Laurier to host violence training

On Feb. 10 and 11, Wilfrid Laurier University will be hosting a conference at the Waterloo Inn focusing on violence threat and risk assessment training. 100 delegates from Laurier, Conestoga College, the University of Waterloo, the University of Guelph, Sheridan College, Fanshawe College and community partners such as the Waterloo Regional Police and the Guelph Police are expected to attend the conference.

Investigation into recent high-profile violence threats at Virginia Tech and Dawson College show that these incidents could have been prevented.

The problem is that these interventions require information from various separate departments, such as security, human resources and employment law departments.

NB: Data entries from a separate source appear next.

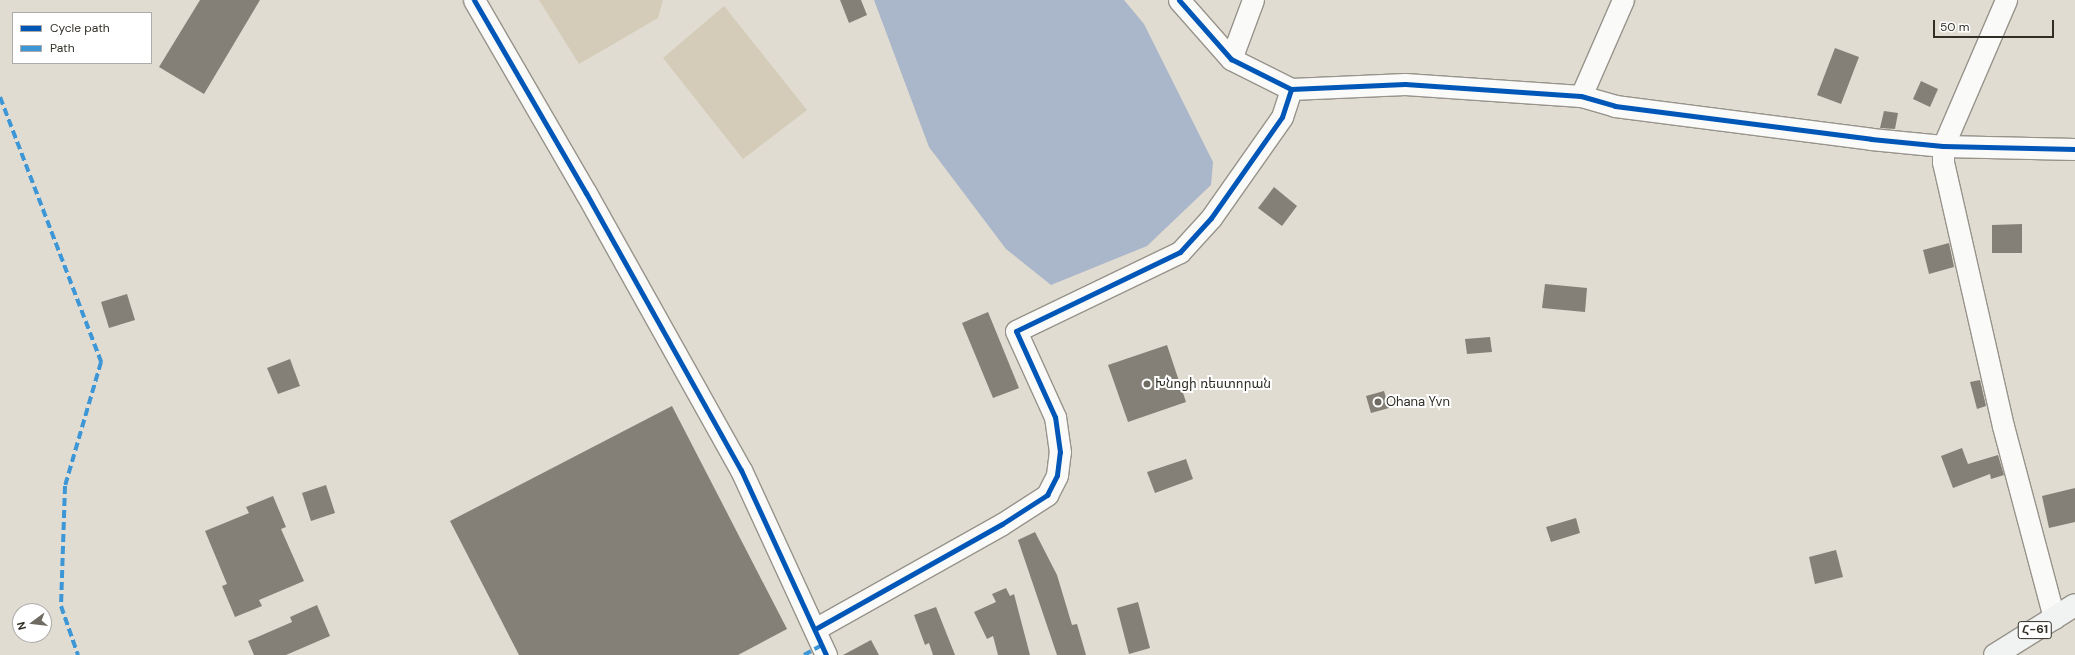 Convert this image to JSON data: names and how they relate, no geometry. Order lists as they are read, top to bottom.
{
  "streets": {
    "main road": ["Հ-61"]
  },
  "places": ["Խնոցի ռեստորան", "Ohana Yvn"],
  "legend": ["Cycle path", "Path"],
  "scale_bar": "50 m",
  "north": "left"
}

Rod Curran, director of Laurier’s Special Constable Service, explains that there is a need for a multidisciplinary approach to assess the signs and warnings, and that a threat assessment team has the ability to decide how to best deal with the situation.

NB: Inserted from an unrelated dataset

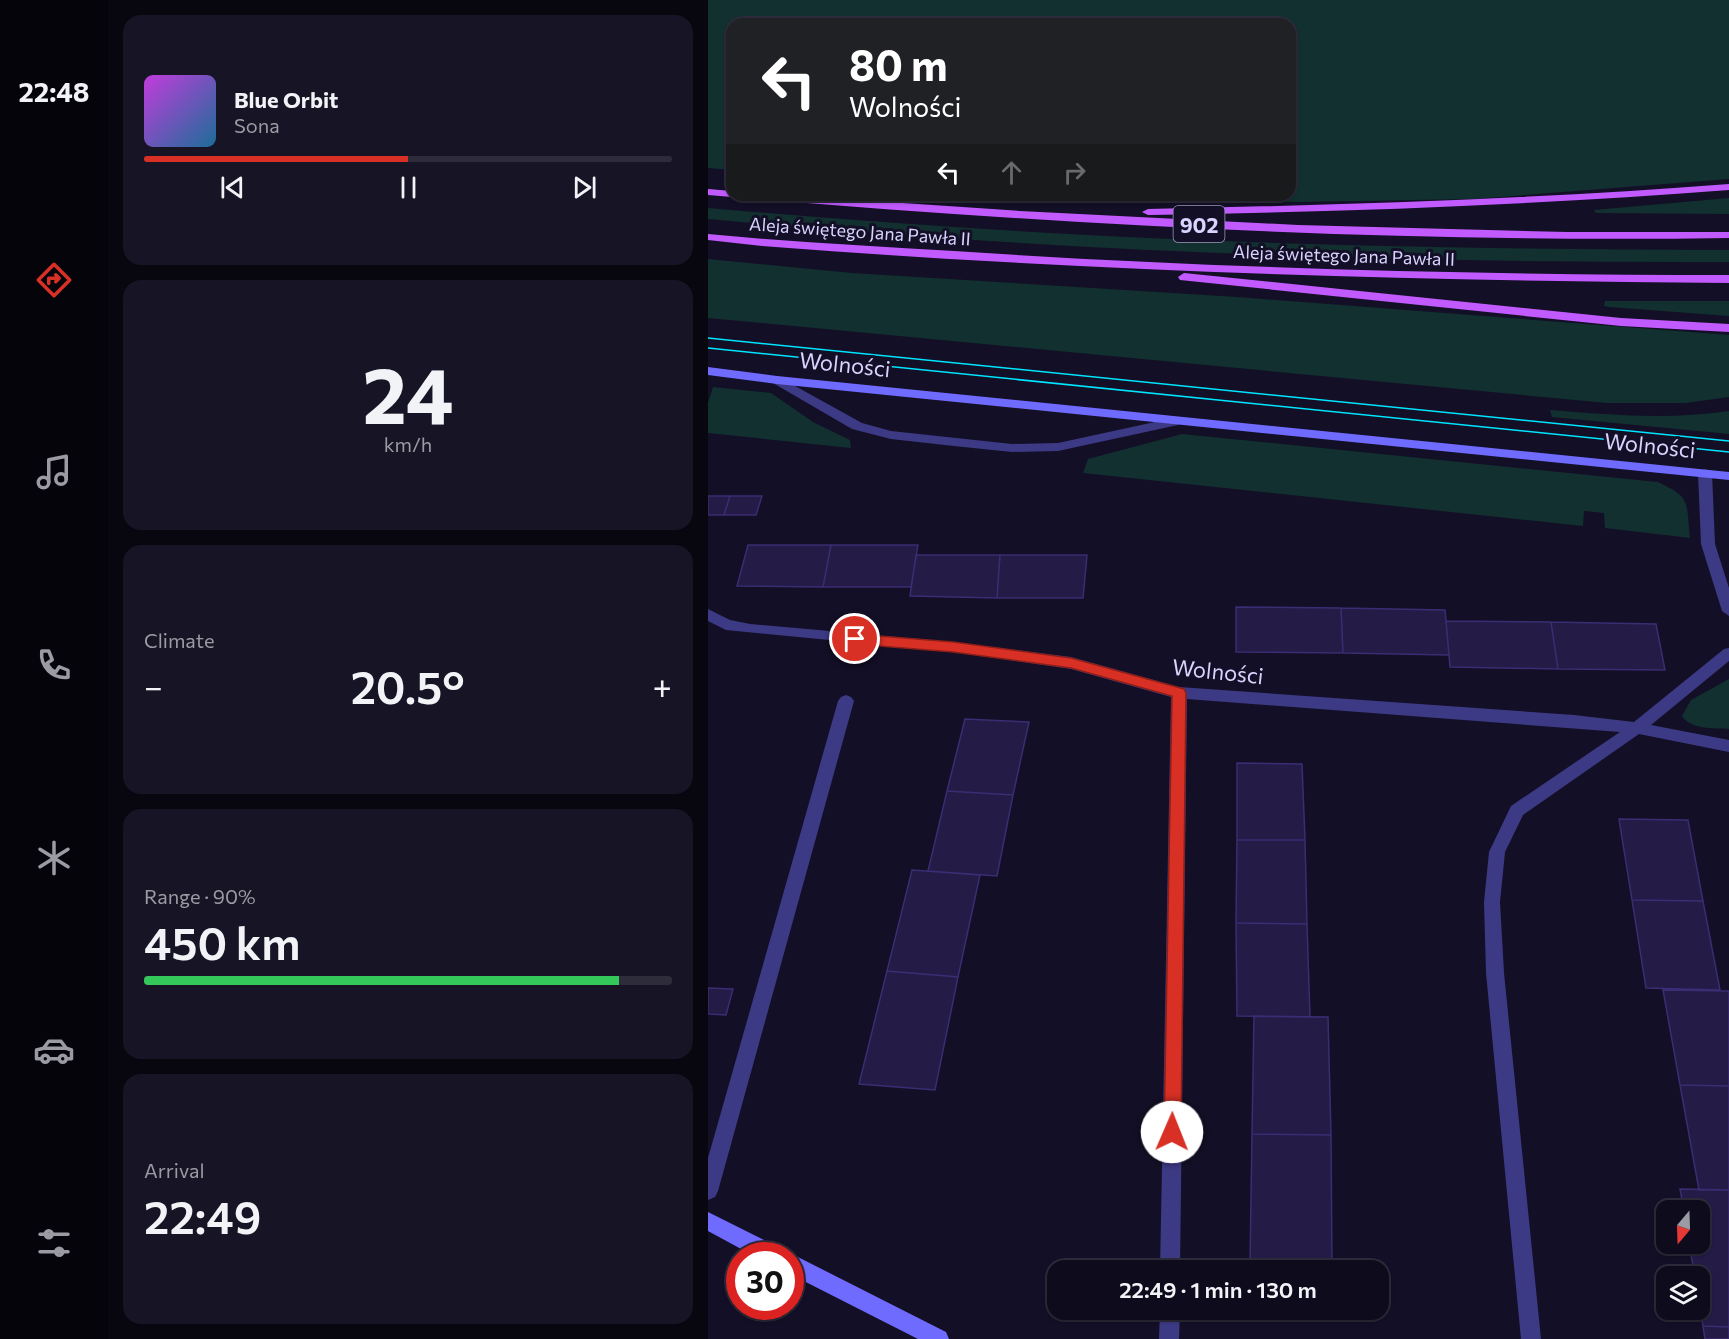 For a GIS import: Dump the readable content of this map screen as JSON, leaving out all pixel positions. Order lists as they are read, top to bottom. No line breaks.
{"streets":{"main road":["902","Aleja świętego Jana Pawła II"],"street":["Wolności"]},"north":"bottom","page":{"tabs":"22:48","turn":["80 m","Wolności"],"song":["Blue Orbit","Sona"],"tile":[["24","km/h"],"Climate",["Range · 90%","450 km"],["Arrival","22:49"]],"heat":["−","20.5°","+"],"limit":"30","trip":"22:49 · 1 min · 130 m"}}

“If a professor or student feels that there is a threat out there, it will go through the team, and then the team will decide what to do about the threat and whether to get the police, the special constable service or the dean of students involved.

“What it’s going to do is probably stop a lot of [threats] before they even start. It goes before this team of experts and they decide whether it is a real threat, what action should they take and what action can be taken,” said Curran.

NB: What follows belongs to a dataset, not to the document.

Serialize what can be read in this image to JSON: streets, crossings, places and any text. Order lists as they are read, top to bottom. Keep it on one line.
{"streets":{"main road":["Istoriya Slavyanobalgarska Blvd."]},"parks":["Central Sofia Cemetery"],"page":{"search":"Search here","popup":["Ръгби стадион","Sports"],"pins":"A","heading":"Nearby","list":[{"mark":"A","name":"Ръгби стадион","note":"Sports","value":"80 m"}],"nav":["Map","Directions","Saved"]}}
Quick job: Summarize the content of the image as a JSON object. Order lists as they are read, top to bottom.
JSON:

This initiative stems from the Ontario Association of College and Universities

A Security Administrators (OACUSA) conference was held in Hamilton in May of 2008. Kevin Cameron, a representative from the Canadian Centre for Threat Assessment and Trauma Response (CCTATR), spoke to the ministry of training for possible support for province-wide training.

Curran, the president of OACUSA, is gracious to the ministry of training for providing a grant of $300,000 for this conference.

“I really want to thank the ministry for providing the funds for this, because it wouldn’t have been able to happen without them.”

Curran added that he feels this training will have a direct impact on the safety of Laurier students.

“I think it will make our university a lot safer, and I think this committee will be able to deal with a lot of issues that come forward.”